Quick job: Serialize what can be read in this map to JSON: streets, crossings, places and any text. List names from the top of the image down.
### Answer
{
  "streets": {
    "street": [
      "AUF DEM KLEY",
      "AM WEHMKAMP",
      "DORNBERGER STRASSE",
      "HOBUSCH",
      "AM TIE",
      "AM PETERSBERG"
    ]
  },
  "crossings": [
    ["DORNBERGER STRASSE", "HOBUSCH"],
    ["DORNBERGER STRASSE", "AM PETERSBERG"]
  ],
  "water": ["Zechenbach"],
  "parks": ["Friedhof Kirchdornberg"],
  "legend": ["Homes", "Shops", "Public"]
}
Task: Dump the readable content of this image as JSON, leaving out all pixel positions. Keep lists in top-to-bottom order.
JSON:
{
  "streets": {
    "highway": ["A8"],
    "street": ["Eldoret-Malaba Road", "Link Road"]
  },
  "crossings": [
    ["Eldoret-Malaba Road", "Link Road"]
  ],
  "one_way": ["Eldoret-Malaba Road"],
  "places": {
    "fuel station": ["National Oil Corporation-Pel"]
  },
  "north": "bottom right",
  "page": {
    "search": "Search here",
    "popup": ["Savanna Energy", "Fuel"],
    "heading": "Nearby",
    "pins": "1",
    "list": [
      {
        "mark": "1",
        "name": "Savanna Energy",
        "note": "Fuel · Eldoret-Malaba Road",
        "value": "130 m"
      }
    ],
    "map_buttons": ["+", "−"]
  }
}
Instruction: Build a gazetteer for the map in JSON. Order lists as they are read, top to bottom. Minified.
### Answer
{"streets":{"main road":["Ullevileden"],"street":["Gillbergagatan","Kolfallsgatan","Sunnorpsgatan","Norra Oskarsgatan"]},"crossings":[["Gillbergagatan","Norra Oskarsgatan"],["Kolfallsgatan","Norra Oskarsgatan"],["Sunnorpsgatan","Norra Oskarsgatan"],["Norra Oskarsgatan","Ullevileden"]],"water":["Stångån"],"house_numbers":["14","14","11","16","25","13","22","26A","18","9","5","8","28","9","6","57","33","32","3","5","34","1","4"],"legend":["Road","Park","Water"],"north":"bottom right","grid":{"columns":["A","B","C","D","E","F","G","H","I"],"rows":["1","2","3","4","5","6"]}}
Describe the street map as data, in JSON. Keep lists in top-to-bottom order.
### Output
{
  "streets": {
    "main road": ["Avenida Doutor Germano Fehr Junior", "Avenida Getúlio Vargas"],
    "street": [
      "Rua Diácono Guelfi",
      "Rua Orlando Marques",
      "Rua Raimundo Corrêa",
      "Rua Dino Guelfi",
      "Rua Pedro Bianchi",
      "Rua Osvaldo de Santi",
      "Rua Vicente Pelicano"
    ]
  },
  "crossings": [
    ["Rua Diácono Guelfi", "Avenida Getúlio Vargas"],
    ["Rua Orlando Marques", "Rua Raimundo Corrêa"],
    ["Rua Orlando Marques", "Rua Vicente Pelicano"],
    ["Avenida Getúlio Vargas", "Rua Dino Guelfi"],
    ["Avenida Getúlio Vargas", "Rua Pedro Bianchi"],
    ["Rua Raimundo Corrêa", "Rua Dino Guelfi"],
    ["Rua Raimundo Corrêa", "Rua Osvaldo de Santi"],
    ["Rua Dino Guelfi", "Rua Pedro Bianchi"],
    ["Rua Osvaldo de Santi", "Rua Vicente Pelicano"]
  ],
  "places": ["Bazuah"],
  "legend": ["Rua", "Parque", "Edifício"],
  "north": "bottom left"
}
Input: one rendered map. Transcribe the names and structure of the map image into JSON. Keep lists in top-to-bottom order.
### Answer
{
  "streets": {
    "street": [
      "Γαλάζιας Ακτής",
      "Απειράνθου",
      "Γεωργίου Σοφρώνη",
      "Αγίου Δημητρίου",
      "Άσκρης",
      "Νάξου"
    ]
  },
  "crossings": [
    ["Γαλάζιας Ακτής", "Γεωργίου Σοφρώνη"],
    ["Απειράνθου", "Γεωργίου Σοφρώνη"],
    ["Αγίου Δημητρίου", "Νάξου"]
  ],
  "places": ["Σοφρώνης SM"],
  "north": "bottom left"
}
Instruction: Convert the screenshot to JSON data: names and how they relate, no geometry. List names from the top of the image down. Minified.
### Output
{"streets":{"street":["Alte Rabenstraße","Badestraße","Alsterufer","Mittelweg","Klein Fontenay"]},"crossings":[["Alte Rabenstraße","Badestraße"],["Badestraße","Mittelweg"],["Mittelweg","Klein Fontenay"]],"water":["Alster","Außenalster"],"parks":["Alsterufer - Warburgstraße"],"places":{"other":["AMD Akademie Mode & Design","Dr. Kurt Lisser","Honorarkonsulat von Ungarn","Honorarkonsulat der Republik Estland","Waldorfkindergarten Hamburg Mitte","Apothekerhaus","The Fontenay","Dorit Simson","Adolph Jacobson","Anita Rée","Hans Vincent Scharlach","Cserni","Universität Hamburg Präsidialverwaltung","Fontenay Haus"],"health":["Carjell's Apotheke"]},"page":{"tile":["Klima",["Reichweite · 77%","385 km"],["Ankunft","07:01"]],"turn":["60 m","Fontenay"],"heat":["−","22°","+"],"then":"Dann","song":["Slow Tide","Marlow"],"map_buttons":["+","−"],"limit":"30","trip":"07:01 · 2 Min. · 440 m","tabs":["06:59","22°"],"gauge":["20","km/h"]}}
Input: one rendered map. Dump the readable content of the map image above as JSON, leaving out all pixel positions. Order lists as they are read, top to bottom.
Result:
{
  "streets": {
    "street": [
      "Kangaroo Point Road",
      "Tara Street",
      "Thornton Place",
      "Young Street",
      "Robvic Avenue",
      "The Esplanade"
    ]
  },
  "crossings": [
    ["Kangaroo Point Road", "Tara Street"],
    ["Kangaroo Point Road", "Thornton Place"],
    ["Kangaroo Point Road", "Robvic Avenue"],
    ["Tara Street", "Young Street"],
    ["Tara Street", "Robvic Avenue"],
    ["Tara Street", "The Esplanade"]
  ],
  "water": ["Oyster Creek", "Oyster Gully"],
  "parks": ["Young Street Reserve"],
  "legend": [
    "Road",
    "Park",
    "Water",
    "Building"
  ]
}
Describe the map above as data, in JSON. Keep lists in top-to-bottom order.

####################

→ What you are asked to do
Isolate each line of the listing above that includes "from". Copy it.

→ Solution to this problem
Quick job: Serialize what can be read in this map to JSON: streets, crossings, places and any text. List names from the top of the image down.
Instruction: Convert the screenshot to JSON data: names and how they relate, no geometry. List names from the top of the image down. Minified.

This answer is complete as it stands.